Written by Eric Holden Friday, 15 July 2011 00:00
Christine Napolitano was nominated as the Mineola board of education president for the 2011-12 school year during last Friday’s reorganization meeting at the Willis Avenue School.
Napolitano, who was previously the board vice president, looks forward to bringing the Mineola School District into an exciting new chapter in its history.
“I’m very honored to serve as board president this year,” said Napolitano. “I really do look forward to a productive year. Hopefully we can put some things behind us and move positively into the future.”
In other reshuffling efforts on the agenda, the board nominated and voted for former Trustee William Hornberger to take over as board of education vice president for the upcoming school year.
The board also decided which of its members would be designated to be lead representatives for various school-related committees. Trustee Irene Parrino was selected for the Health and Safety Council, while Napolitano will be the lead board member rep for both the Communications Committee and District Council (SEPTA).
Hornberger would become the board’s Finance Committee and BOCES representative, while Trustee Terence Hale will be the board representative for the Policy and Regulations Review Committee.
In other matters, the board approved a travel mileage reimbursement rate for $0.55 cents per mile and adopted the Mineola American as the district’s official newspaper. Newsday and the Williston Times were designated as additional publications to be used as needed for the 2011-2012 school year.
The board also took a closer look at the lunch policy for students who owe the district money for unpaid food and drinks. Under a new district-wide proposal, students with outstanding charges will not be allowed to purchase snacks.
Students at the elementary and high school levels will be allowed to charge up to $10 in meals, after which they will be given a meal consisting of a fruit, milk, vegetable and cheese sandwich, until such time that the delinquent account is cleared up. No breakfasts or a la carte items may be charged unless they receive reduced meals.

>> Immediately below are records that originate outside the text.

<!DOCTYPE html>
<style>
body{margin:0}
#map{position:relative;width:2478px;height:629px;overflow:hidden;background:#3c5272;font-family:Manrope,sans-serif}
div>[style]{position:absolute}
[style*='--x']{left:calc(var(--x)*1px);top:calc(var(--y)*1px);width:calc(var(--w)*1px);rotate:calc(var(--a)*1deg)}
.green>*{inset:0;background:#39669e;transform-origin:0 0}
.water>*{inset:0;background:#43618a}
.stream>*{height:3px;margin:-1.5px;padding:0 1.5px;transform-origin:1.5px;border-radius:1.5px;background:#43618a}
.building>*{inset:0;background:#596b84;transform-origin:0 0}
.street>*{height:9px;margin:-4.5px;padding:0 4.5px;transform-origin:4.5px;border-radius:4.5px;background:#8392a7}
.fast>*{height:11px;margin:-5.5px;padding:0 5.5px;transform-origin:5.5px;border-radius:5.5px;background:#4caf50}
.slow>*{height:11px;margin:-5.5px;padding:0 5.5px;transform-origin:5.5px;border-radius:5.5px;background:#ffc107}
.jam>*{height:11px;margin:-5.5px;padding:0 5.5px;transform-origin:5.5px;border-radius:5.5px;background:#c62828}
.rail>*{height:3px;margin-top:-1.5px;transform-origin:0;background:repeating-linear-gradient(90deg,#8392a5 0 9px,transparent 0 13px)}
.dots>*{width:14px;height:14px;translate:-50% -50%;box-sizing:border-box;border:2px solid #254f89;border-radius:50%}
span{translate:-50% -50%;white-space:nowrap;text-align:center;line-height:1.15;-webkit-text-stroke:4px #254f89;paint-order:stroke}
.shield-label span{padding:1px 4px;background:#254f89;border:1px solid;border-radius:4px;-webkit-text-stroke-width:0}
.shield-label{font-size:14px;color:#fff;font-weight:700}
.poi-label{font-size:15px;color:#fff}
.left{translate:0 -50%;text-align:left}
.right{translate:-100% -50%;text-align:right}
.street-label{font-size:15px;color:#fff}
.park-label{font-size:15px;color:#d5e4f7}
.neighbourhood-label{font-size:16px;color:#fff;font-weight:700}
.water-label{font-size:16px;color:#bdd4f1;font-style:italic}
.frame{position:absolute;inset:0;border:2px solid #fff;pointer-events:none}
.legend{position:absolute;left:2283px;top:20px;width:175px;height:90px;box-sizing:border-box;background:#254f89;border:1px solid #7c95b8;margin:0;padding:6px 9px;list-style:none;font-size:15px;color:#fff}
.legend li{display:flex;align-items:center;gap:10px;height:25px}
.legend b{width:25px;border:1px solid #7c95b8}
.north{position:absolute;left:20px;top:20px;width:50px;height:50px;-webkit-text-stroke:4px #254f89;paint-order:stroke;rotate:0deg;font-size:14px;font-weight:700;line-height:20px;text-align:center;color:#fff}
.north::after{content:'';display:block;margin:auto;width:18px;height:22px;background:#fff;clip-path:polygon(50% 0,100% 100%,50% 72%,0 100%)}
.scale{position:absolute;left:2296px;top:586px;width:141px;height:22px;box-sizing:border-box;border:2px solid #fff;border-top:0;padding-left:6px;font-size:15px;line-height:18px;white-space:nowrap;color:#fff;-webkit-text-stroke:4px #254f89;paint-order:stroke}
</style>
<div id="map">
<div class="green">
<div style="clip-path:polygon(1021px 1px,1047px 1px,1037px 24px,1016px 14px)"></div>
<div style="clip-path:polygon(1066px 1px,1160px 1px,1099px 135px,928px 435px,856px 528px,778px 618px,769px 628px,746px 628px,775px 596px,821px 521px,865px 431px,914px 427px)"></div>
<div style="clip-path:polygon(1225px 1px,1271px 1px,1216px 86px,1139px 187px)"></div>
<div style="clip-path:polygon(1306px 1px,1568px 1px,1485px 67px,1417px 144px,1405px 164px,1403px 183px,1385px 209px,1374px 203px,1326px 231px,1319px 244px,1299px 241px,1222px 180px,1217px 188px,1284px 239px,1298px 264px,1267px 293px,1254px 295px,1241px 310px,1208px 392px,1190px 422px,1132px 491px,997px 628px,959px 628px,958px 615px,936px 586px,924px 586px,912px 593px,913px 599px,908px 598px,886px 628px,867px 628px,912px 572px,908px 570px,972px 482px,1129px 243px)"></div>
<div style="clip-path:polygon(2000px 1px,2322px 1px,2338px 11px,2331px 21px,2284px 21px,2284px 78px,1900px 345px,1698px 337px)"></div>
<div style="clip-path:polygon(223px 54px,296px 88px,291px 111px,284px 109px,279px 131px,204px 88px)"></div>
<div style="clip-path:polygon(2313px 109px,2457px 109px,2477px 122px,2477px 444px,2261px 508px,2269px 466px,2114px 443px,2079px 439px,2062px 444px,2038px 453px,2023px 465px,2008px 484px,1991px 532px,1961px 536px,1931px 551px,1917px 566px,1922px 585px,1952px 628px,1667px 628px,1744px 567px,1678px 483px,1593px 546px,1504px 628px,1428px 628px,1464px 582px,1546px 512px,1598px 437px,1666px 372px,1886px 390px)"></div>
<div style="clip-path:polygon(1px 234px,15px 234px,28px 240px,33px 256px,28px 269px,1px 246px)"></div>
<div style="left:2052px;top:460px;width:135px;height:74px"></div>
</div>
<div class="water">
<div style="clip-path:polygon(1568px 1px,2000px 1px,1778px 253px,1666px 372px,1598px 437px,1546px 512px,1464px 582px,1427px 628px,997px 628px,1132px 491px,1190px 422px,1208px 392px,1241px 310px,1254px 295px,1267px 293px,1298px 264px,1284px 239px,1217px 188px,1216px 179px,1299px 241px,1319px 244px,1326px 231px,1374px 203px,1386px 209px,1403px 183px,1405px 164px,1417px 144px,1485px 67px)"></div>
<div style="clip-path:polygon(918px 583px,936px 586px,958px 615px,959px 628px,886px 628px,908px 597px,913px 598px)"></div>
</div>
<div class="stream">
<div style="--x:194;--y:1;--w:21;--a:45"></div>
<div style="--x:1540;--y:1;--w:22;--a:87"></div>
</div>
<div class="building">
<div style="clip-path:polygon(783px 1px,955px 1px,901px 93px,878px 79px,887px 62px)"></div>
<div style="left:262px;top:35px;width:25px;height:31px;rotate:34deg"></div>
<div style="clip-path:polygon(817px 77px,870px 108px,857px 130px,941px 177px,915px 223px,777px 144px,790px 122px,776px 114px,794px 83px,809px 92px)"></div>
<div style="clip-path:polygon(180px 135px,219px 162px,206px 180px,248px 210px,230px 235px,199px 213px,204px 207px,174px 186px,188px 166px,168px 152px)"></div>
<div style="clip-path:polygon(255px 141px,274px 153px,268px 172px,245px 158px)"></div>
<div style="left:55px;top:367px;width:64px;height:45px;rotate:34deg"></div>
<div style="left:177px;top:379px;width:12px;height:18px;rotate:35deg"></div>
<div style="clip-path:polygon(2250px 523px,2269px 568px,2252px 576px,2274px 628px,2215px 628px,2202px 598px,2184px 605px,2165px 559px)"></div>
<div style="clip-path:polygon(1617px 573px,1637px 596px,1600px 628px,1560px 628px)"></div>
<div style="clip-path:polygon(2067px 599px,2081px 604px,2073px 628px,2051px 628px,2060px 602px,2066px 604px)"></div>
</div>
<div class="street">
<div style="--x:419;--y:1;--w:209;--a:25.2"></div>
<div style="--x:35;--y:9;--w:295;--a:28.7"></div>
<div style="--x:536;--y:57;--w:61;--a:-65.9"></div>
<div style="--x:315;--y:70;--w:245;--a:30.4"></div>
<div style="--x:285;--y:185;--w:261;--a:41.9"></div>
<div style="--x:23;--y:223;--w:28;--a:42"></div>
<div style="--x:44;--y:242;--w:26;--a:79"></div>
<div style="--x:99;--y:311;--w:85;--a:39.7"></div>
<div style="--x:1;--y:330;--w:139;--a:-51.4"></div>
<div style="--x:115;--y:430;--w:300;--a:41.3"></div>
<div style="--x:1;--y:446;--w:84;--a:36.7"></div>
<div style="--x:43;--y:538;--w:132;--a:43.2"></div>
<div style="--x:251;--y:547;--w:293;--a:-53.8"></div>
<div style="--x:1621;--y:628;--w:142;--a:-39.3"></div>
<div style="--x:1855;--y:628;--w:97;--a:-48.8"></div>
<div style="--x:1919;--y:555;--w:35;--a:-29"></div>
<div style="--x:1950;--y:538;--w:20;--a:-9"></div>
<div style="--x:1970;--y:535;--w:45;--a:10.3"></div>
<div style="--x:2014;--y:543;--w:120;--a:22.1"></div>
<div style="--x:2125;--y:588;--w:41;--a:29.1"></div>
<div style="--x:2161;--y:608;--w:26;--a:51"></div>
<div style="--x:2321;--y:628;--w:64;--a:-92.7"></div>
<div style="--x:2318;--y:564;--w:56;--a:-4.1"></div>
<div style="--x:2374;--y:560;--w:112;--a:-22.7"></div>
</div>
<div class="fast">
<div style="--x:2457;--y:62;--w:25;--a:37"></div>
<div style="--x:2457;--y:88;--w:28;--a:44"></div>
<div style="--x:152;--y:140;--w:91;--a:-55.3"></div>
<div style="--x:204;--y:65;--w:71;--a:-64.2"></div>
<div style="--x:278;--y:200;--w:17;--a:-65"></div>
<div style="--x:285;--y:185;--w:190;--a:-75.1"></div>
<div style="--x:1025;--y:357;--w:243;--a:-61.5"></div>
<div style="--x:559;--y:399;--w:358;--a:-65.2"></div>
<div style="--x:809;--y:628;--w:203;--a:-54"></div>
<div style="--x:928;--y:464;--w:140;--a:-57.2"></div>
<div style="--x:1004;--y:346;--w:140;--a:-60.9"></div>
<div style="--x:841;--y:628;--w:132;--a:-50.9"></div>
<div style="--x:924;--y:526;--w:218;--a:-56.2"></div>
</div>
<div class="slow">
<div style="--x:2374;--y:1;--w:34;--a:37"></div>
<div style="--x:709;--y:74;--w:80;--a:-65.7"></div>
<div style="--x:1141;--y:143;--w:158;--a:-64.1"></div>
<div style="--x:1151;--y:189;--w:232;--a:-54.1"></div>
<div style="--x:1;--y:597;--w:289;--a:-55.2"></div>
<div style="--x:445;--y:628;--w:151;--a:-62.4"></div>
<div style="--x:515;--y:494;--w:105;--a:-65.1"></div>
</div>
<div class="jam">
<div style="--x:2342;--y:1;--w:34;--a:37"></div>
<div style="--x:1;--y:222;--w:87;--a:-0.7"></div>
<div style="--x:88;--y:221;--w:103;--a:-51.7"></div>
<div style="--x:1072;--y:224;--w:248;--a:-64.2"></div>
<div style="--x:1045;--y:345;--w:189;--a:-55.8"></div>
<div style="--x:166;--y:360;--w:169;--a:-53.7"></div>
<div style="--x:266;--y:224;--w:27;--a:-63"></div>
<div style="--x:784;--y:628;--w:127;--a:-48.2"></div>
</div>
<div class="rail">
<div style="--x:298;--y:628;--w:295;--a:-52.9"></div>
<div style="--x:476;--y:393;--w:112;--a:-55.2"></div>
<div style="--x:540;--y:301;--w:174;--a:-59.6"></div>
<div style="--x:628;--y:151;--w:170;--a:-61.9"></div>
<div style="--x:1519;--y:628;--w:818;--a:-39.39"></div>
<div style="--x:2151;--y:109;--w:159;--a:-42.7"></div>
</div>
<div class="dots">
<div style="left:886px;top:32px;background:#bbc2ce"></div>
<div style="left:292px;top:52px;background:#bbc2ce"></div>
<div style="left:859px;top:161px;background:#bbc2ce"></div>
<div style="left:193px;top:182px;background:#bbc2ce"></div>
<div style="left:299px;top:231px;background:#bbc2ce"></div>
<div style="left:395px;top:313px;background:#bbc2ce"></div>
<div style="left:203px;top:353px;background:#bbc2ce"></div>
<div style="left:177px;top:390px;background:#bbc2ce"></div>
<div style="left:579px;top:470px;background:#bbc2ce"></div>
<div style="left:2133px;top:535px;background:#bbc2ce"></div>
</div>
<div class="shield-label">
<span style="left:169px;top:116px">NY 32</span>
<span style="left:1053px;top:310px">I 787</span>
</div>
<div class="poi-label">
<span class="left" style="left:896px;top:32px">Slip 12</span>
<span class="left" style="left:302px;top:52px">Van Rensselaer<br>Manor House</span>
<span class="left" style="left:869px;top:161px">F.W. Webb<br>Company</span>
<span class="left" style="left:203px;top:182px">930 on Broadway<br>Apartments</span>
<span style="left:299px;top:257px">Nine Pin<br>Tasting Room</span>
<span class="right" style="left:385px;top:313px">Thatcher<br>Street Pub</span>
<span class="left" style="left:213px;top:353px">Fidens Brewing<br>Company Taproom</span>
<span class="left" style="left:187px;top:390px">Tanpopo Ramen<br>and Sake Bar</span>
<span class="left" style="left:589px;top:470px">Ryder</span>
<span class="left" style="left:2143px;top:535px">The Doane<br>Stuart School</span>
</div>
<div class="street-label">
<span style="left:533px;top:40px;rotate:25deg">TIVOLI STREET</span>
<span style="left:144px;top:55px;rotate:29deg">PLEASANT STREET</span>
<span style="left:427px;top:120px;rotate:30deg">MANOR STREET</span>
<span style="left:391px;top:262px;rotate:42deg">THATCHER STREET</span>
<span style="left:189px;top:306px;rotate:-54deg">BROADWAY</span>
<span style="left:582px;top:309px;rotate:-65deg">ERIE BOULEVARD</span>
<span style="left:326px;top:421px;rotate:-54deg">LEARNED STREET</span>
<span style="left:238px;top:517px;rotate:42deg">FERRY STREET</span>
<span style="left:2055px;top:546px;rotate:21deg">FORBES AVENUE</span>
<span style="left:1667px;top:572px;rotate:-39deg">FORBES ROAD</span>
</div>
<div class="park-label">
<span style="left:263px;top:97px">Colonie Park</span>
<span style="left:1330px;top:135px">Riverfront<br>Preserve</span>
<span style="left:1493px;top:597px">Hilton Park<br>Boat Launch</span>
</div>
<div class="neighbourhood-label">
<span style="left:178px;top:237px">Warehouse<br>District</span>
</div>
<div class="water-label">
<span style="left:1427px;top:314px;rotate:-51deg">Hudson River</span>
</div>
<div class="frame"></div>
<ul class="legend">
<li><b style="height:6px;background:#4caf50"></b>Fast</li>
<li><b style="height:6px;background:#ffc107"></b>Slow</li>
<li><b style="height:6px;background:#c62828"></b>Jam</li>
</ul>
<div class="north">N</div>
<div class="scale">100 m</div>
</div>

If a child reaches the maximum charged meals under the new policy, the Food Service Management Company will send a written notification to the parent. The notification will include an explanation that the student has repeatedly charged meals and that if the parent fails to pay for the charged meals; their child may no longer be permitted to continue charging meals.
It will also state that their child will receive a complete meal consisting of a fruit, milk, vegetable and cheese sandwich, until such time that the account is cleared up.
In the public comment segment of the evening, Hornberger asked the board and community to remain cognizant of two past incidents of vandalism that occurred in the summer last year at schools in the Mineola district.
“By and large, we don’t have issues,” responded Superintendent Michael Nagler. “The community enjoys the use of our facilities. We have to put these single incidents in perspective. If we’re open 24/7 and have one incident, it doesn’t mean this is happening all the time.”
As the meeting came to a close, Superintendent Nagler expressed his displeasure with the State Education Department’s decision to make cuts to the number of dates that the Regents examination are administered.
“Regents exams have traditionally been in August, January and June,” said Nagler. “The State Education Department, due to budget cuts, has eliminated the August and January Regents exams. So now a child only has the opportunity to take the test in June and what we typically see with that is a decrease in graduation and achievement rates.”